--- Exercise goal ---
Where the line with "Bounding boxes for" appears below, start writing out lines exactly, and finish with the line with "Where are all", which is included; write out nothing else.
BEGIN Data
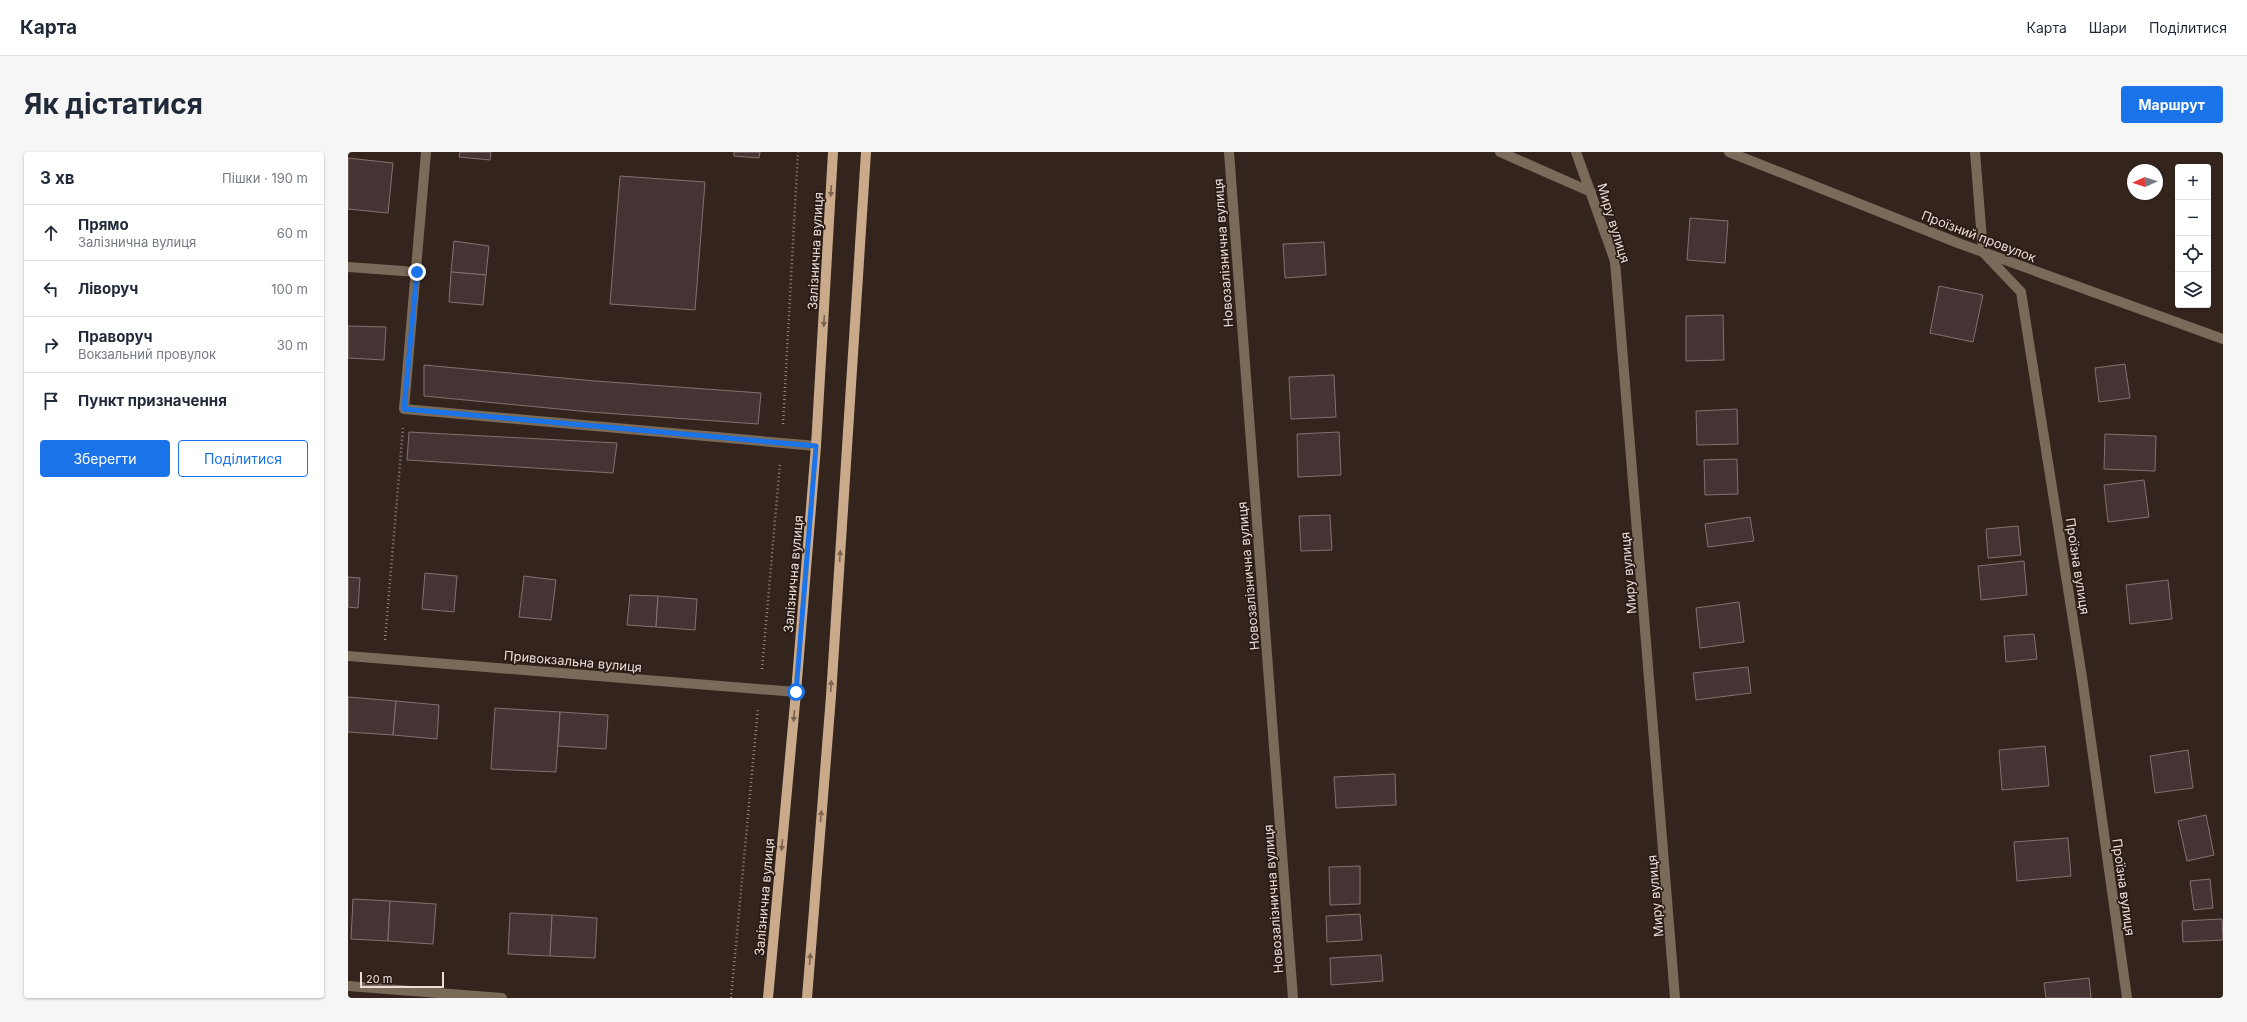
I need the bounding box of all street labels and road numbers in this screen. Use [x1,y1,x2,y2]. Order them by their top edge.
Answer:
END Data
BEGIN Data
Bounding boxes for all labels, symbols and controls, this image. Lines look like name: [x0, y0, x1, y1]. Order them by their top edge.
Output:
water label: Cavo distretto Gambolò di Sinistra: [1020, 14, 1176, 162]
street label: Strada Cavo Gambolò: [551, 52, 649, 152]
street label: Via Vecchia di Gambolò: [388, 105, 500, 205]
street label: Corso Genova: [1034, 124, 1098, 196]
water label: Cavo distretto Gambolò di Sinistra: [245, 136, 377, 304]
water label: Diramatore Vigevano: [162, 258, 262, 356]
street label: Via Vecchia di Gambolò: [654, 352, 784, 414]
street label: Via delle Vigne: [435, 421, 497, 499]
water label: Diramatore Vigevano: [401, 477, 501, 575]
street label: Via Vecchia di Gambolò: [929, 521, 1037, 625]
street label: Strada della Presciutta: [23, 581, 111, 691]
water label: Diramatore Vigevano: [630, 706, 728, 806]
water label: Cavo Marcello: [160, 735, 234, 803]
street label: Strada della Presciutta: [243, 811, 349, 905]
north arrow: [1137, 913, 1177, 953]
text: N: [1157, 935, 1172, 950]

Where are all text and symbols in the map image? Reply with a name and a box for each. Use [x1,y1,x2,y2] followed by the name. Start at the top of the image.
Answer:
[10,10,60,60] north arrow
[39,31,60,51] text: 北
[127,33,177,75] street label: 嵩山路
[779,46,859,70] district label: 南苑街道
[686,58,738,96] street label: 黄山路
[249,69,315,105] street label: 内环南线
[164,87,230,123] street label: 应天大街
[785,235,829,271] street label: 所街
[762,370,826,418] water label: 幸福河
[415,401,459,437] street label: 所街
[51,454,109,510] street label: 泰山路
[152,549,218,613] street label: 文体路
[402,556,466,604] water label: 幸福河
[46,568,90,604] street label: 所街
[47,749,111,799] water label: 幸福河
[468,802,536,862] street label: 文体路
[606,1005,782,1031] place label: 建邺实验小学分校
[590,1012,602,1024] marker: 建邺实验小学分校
END Data
--- Answer space ---
Bounding boxes for all labels, symbols and controls, this image. Lines look like name: [x0, y0, x1, y1]. Order them by their top edge.
Output:
water label: Cavo distretto Gambolò di Sinistra: [1020, 14, 1176, 162]
street label: Strada Cavo Gambolò: [551, 52, 649, 152]
street label: Via Vecchia di Gambolò: [388, 105, 500, 205]
street label: Corso Genova: [1034, 124, 1098, 196]
water label: Cavo distretto Gambolò di Sinistra: [245, 136, 377, 304]
water label: Diramatore Vigevano: [162, 258, 262, 356]
street label: Via Vecchia di Gambolò: [654, 352, 784, 414]
street label: Via delle Vigne: [435, 421, 497, 499]
water label: Diramatore Vigevano: [401, 477, 501, 575]
street label: Via Vecchia di Gambolò: [929, 521, 1037, 625]
street label: Strada della Presciutta: [23, 581, 111, 691]
water label: Diramatore Vigevano: [630, 706, 728, 806]
water label: Cavo Marcello: [160, 735, 234, 803]
street label: Strada della Presciutta: [243, 811, 349, 905]
north arrow: [1137, 913, 1177, 953]
text: N: [1157, 935, 1172, 950]

Where are all text and symbols in the map image? Reply with a name and a box for each. Use [x1,y1,x2,y2] followed by the name. Start at the top of the image.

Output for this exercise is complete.